Tal y como había ocurrido antes, las palabras cobraron poder de convicción a 
medida que las pronunciaba. Eran sinceras. Una fibra en lo más sensible de mi ser 
supo que yo decía la verdad. 
—Tú... arriesgabas la... vida... para oírme... —dijo con voz sofocada. 
—Calla —le atajé—. Espera un segundo. Creo que estoy teniendo una epifanía 
en estos momentos... 
Pensé en la noche de mi primer delirio, la que había pasado en Port Angeles. 

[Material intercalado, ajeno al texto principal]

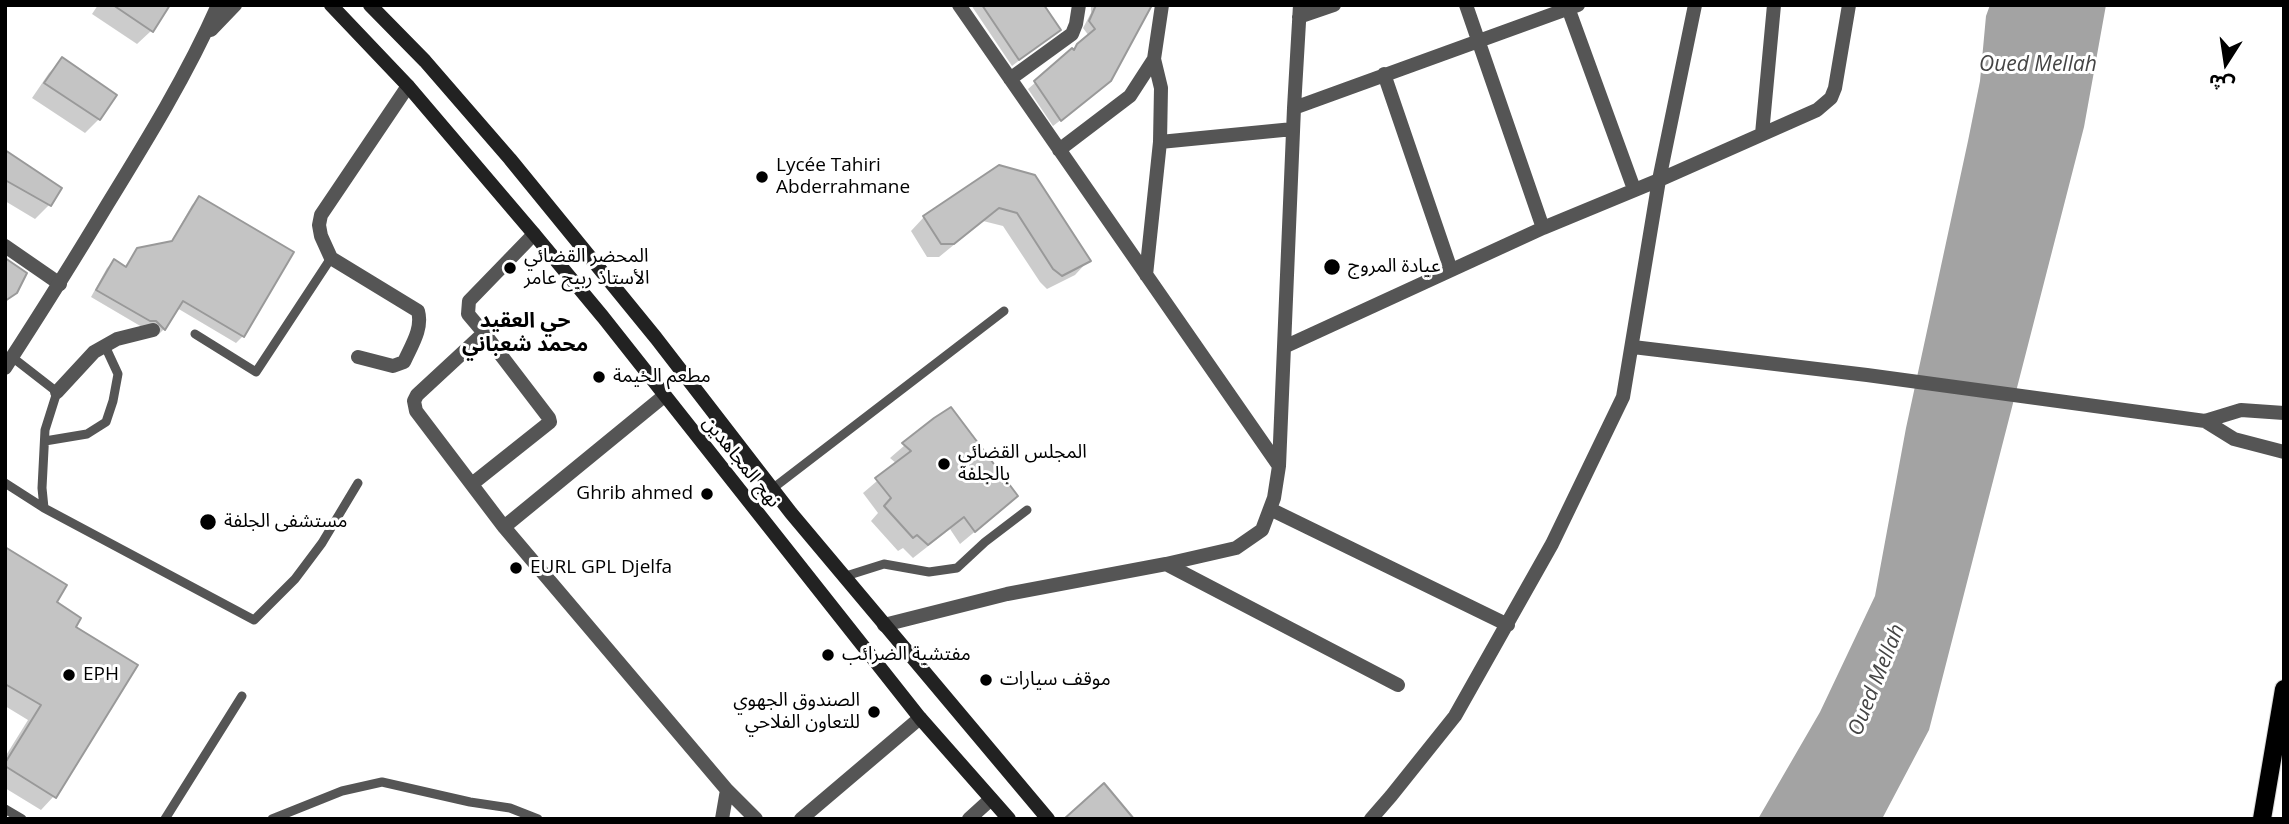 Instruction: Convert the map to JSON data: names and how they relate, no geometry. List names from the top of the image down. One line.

Había planteado dos opciones —locura o deseo de sentirme realizada— sin ver la 
tercera alternativa. 
Pero ¿qué ocurriría si...?  
¿Qué ocurriría si hubiera creído sinceramente que algo  era cierto, aunque 
estuviera totalmente equivocada? ¿Qué sucedería si hubiera estado tan 
empecinadamente segura de que tenía razón que no me hubiera detenido a 
considerar la verdad? ¿Qué habría hecho la verdad? ¿Permanecer en silencio o 
intentar abrirse camino? 
La tercera opción era que Edward me amaba. El vínculo establecido entre 
nosotros dos era de los que ni la ausencia ni la distancia ni el tiempo podían romper, 
y no importaba que él pudiera ser más especial, guapo, brillante o perfecto que yo, él 
estaba tan irremediablemente atado como yo, y si yo le iba a pertenecer siempre, eso 
significaba que él siempre iba a ser mío. 
¿Era eso lo que había estado intentado decirme a mí misma? 
—¡Vaya! 
—¿Bella? 
—Ya, vale. Lo entiendo. 
—¿En qué consiste tu epifanía...? —me preguntó con voz tensa. 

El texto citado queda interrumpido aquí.